▶ Prompt
Could you return every line of the records below that contains the word "column"?

▶ Supplied records
================================
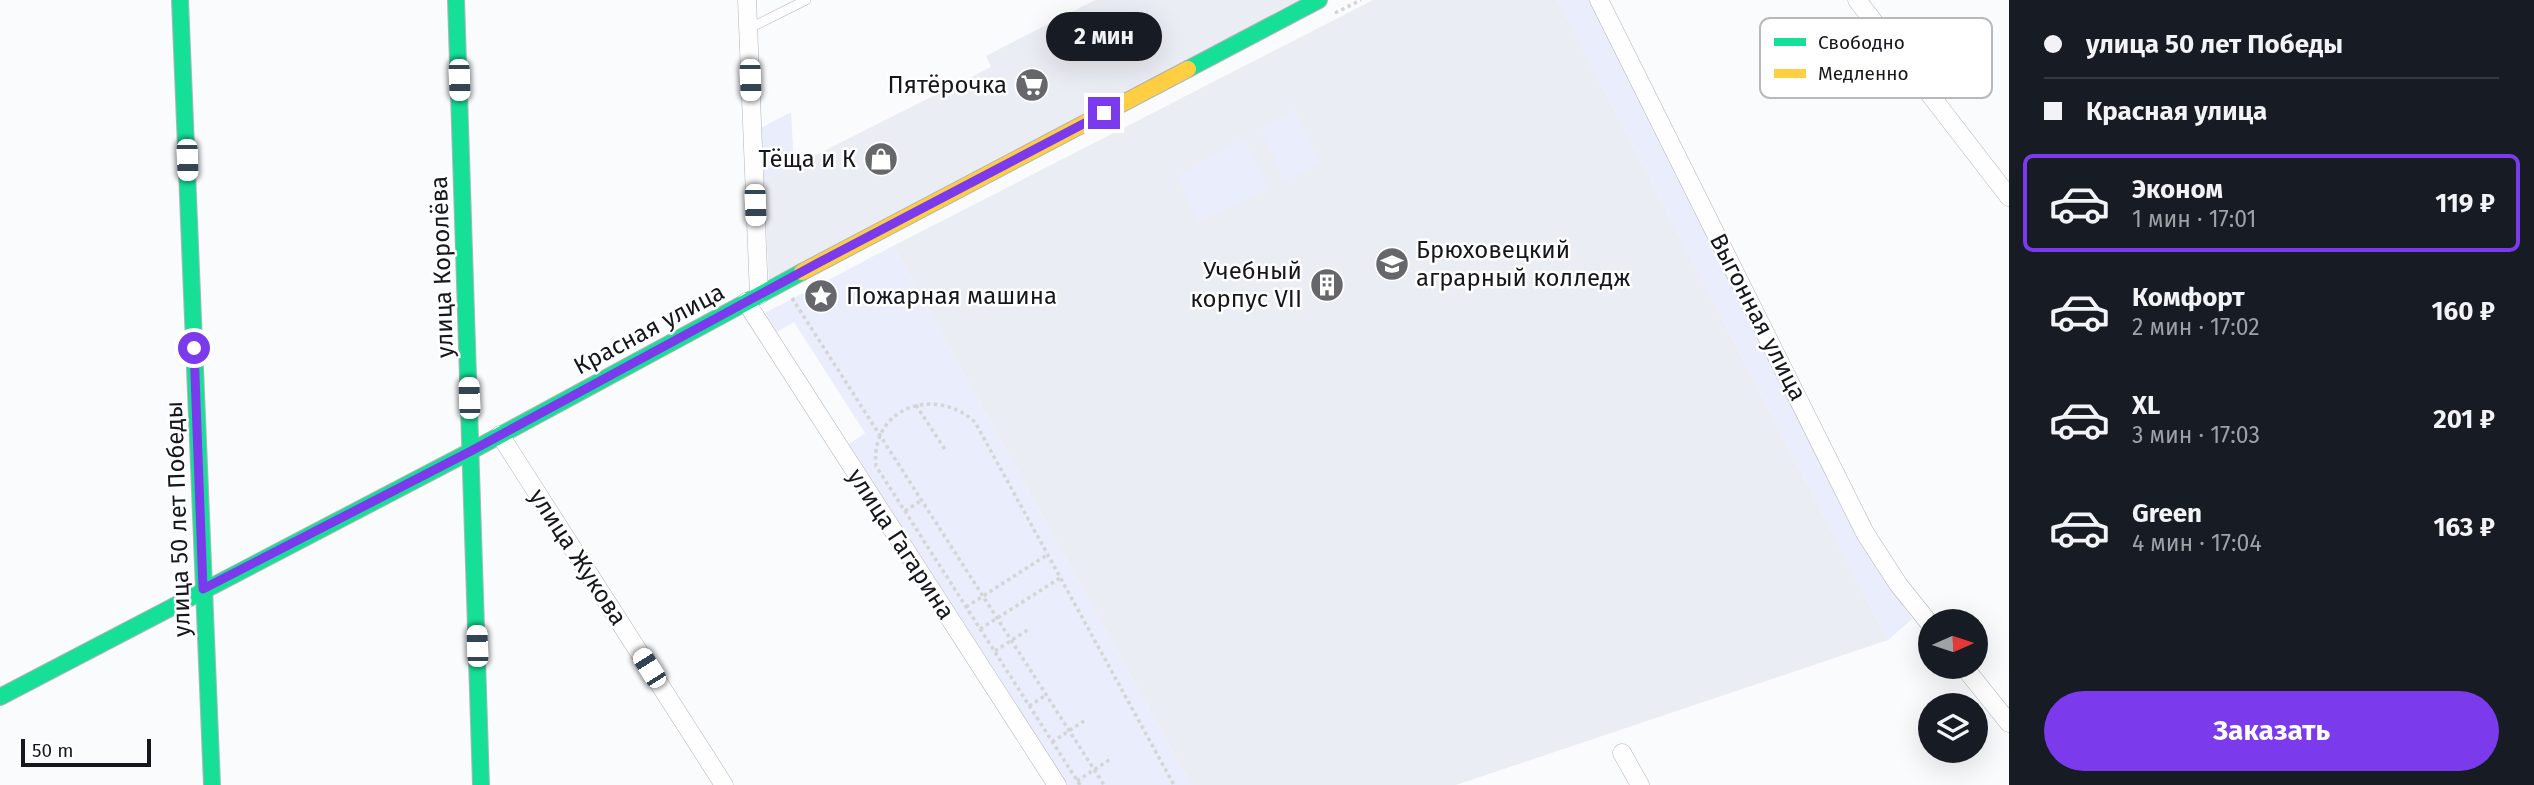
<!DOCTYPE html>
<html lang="ru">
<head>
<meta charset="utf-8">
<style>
  :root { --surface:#171b24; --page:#242831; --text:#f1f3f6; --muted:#9ea1a6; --line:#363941; --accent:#7c3aed }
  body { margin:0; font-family:"Fira Sans",sans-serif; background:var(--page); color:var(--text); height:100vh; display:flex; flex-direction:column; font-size:26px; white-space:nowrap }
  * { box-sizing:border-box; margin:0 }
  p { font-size:23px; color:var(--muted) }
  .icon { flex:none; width:38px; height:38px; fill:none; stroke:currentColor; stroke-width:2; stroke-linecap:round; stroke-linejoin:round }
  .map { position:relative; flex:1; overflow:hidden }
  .sheet { display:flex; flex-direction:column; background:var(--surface); width:525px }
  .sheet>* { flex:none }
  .hud { display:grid; align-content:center; height:154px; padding:0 35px; background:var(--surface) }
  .needle { width:46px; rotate:87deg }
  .fabs { position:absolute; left:1918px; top:609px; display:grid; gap:14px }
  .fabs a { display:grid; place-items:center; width:70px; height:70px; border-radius:50%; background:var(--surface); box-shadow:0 7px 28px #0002; font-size:35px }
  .scale { position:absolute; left:21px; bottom:18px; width:130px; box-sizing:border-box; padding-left:7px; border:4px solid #16171e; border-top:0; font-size:19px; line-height:24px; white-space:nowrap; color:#16171e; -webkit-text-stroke:5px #fff; paint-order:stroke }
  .end { position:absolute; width:32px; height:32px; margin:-16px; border:9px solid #7c3aed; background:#fff; box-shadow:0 0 0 4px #fff }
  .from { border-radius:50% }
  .bubble { position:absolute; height:49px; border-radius:24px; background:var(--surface); box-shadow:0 7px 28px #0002; font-size:23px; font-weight:700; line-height:49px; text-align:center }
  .car { position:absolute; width:21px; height:42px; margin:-21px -10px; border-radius:9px; box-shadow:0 0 5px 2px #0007; background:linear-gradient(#fff 24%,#345 0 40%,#fff 0 76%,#345 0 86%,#fff 0) }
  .hud b { display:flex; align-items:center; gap:24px; height:66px; font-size:26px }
  .hud b+b { border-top:2px solid var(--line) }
  .hud i { width:18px; height:18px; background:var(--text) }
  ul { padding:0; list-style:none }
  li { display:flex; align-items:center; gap:21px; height:98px; margin:0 14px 10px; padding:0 21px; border:4px solid transparent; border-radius:10px }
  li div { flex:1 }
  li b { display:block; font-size:26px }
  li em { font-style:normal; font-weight:700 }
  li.active { border-color:var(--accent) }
  li>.icon { width:63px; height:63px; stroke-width:1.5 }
  .action { display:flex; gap:14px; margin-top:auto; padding:14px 35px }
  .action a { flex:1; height:80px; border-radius:42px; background:var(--accent); color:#fff; font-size:28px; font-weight:700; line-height:80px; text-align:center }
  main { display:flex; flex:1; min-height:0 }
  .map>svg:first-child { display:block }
  .built { fill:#ebedf4 }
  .green { fill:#e9edfc }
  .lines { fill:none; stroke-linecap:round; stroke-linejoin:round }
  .lane-casing { stroke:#b2b3b7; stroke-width:10 }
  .street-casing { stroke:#b2b3b7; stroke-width:19 }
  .fast-casing { stroke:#b2b3b7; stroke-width:18 }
  .slow-casing { stroke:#b2b3b7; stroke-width:18 }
  .path { stroke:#d5d5d5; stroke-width:3.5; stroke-dasharray:3.5 3.5; stroke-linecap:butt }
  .lane { stroke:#fefeff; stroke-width:9 }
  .street { stroke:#fefeff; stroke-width:18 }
  .fast { stroke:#16e098; stroke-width:16 }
  .slow { stroke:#ffcf43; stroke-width:16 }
  .route { stroke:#7c3aed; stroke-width:9 }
  .labels { text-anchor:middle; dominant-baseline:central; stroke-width:5; stroke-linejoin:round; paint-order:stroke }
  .poi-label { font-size:24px; fill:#16171e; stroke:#fff; text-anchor:end }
  .street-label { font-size:24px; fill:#16171e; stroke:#fff }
  .key { fill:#fff; stroke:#b9b9bc; stroke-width:2 }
  .key-label { font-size:19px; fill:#16171e }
</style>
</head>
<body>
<main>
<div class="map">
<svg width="2009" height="785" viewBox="0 0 2009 785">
  <rect width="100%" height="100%" fill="#fafbfd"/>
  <!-- built -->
  <g class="built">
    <polygon points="1095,0 1306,0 769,286 764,181 991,67 986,56"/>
    <polygon points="1373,0 1558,0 1888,640 1456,785 1191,785 893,246"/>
  </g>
  <!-- green -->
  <g class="green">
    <polygon points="1558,0 1590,0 1856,536 1912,619 1888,640"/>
    <polygon points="1294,109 1320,164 1285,181 1261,129"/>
    <polygon points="791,112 794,166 764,181 761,128"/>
    <polygon points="1244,138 1268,189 1198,222 1177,177"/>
    <polygon points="893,246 1191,785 1067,785 849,444 865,433 794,322 777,332 765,313"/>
  </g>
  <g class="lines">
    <!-- lane casing -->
    <g class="lane-casing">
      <polyline id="lane" points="748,29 806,0"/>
    </g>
    <!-- street casing -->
    <g class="street-casing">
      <g id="street">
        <polyline points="747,0 759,295"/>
        <polyline points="1599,0 1865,533 1898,584 1930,624"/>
        <polyline points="1857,0 2009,197"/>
        <polyline points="746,302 1057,785"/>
        <polyline points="500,435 724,785"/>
        <polyline points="1964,667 2009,723"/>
        <polyline points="1622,753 1640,785"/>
      </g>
    </g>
    <!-- fast casing -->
    <g class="fast-casing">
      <g id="fast">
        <polyline points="180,0 212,785"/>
        <polyline points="456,0 481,785"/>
        <polyline points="1188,69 1319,0"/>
        <polyline points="0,697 471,451 802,272"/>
      </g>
    </g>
    <!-- slow casing -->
    <g class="slow-casing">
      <polyline id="slow" points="802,272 1188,69"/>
    </g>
    <!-- path -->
    <g class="path">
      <polyline points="1335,13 1361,0"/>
      <polyline points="792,298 1104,785"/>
      <polyline points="916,405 946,451"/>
      <polyline points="905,511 922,500"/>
      <polyline points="966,607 1047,555"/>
      <polyline points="980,629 1060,578"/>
      <polyline points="995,651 1029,629"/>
      <polyline points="1029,706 1046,695"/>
      <polyline points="1052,742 1087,719"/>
      <polyline points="1077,781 1112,758"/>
      <path d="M 1080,785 L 876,466 C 870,408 934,385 975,422 L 1174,785"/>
    </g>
    <!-- lane -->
    <use href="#lane" class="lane"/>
    <!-- street -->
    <use href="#street" class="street"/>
    <!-- fast -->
    <use href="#fast" class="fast"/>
    <!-- slow -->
    <use href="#slow" class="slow"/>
  </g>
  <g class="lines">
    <!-- route -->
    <polyline class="route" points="194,348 203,589 471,451 818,263 1104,113"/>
  </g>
  <!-- icons -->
  <defs>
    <g id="supermarket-disc" transform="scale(1.75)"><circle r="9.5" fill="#66676c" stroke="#fff"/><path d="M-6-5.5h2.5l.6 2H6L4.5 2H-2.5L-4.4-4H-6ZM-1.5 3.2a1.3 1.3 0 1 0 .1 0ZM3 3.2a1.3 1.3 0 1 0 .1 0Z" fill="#fff"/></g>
    <g id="shop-disc" transform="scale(1.75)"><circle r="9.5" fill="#66676c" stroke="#fff"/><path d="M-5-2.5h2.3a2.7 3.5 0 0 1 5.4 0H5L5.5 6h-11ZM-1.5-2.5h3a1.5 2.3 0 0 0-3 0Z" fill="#fff"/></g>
    <g id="university-disc" transform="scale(1.75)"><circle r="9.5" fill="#66676c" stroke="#fff"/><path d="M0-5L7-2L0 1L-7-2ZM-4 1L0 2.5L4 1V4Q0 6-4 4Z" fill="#fff"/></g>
    <g id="building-disc" transform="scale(1.75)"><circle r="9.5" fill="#66676c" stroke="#fff"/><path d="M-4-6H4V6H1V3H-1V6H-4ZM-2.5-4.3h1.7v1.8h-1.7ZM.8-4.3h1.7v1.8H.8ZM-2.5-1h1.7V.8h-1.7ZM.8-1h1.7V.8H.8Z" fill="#fff"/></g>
    <g id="sight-disc" transform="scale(1.75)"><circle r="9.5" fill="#66676c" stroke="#fff"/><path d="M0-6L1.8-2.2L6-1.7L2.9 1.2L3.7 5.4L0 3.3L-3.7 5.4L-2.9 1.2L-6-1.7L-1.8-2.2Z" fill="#fff"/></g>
  </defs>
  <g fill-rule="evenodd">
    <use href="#supermarket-disc" x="1032" y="85"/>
    <use href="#shop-disc" x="881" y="159"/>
    <use href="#university-disc" x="1392" y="264"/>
    <use href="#building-disc" x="1327" y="285"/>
    <use href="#sight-disc" x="821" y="296"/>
  </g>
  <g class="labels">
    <!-- poi labels -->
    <g class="poi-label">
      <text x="1007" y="85">Пятёрочка</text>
      <text x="856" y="159">Тёща и К</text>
      <text x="1416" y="250" text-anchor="start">Брюховецкий<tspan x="1416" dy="28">аграрный колледж</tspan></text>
      <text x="1302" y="271">Учебный<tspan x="1302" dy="28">корпус VII</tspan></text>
      <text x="846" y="296" text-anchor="start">Пожарная машина</text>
    </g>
    <!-- street labels -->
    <g class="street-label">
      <text transform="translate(442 267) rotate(-92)">улица Королёва</text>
      <text transform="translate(1758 317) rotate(63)">Выгонная улица</text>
      <text transform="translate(649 329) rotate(-28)">Красная улица</text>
      <text transform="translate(178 519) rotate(-92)">улица 50 лет Победы</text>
      <text transform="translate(901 544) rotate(57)">улица Гагарина</text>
      <text transform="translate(578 557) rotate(57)">улица Жукова</text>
    </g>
  </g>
  <!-- legend -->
  <rect x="1760" y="18" width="232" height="80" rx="10" class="key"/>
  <rect x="1774" y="38" width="32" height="8" fill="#16e098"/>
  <rect x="1774" y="69" width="32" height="9" fill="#ffcf43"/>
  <g class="key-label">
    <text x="1818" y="49">Свободно</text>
    <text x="1818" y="80">Медленно</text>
  </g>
</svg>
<div class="fabs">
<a><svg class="needle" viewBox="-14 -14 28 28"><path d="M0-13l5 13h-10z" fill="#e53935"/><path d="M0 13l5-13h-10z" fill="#9ea1a6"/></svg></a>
<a><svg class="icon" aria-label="layers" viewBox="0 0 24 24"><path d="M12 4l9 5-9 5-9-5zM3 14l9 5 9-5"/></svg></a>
</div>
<div class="scale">50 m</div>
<i class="end from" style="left:194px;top:348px"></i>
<i class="end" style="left:1104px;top:113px"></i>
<div class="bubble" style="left:1046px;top:12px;width:116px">2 мин</div>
<i class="car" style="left:459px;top:80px;rotate:178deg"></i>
<i class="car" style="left:750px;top:80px;rotate:178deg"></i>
<i class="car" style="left:187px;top:160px;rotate:178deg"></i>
<i class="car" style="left:755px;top:205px;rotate:178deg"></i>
<i class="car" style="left:469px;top:398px;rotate:358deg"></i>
<i class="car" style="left:477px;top:646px;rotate:358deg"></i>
<i class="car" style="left:649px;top:668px;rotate:328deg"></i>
</div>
<section class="sheet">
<div class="hud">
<b><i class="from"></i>улица 50 лет Победы</b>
<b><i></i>Красная улица</b>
</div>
<ul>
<li class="active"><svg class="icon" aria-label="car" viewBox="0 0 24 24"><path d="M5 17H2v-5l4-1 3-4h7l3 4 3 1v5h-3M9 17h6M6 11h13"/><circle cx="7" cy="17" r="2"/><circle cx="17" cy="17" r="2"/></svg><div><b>Эконом</b><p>1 мин · 17:01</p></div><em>119 ₽</em></li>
<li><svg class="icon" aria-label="car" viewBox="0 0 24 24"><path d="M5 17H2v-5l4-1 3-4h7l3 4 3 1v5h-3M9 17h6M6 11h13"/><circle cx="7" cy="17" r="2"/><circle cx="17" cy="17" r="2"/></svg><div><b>Комфорт</b><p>2 мин · 17:02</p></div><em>160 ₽</em></li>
<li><svg class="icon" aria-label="car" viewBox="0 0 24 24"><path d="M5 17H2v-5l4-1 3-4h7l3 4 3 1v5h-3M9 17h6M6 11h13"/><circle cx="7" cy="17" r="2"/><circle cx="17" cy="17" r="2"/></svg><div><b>XL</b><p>3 мин · 17:03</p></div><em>201 ₽</em></li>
<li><svg class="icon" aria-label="car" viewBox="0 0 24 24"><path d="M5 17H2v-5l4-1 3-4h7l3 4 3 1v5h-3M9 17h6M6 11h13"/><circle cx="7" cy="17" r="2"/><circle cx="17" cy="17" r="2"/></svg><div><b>Green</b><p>4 мин · 17:04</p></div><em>163 ₽</em></li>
</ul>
<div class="action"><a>Заказать</a></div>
</section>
</main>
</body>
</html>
================================
▶ Written answer
  body { margin:0; font-family:"Fira Sans",sans-serif; background:var(--page); color:var(--text); height:100vh; display:flex; flex-direction:column; font-size:26px; white-space:nowrap }
  .sheet { display:flex; flex-direction:column; background:var(--surface); width:525px }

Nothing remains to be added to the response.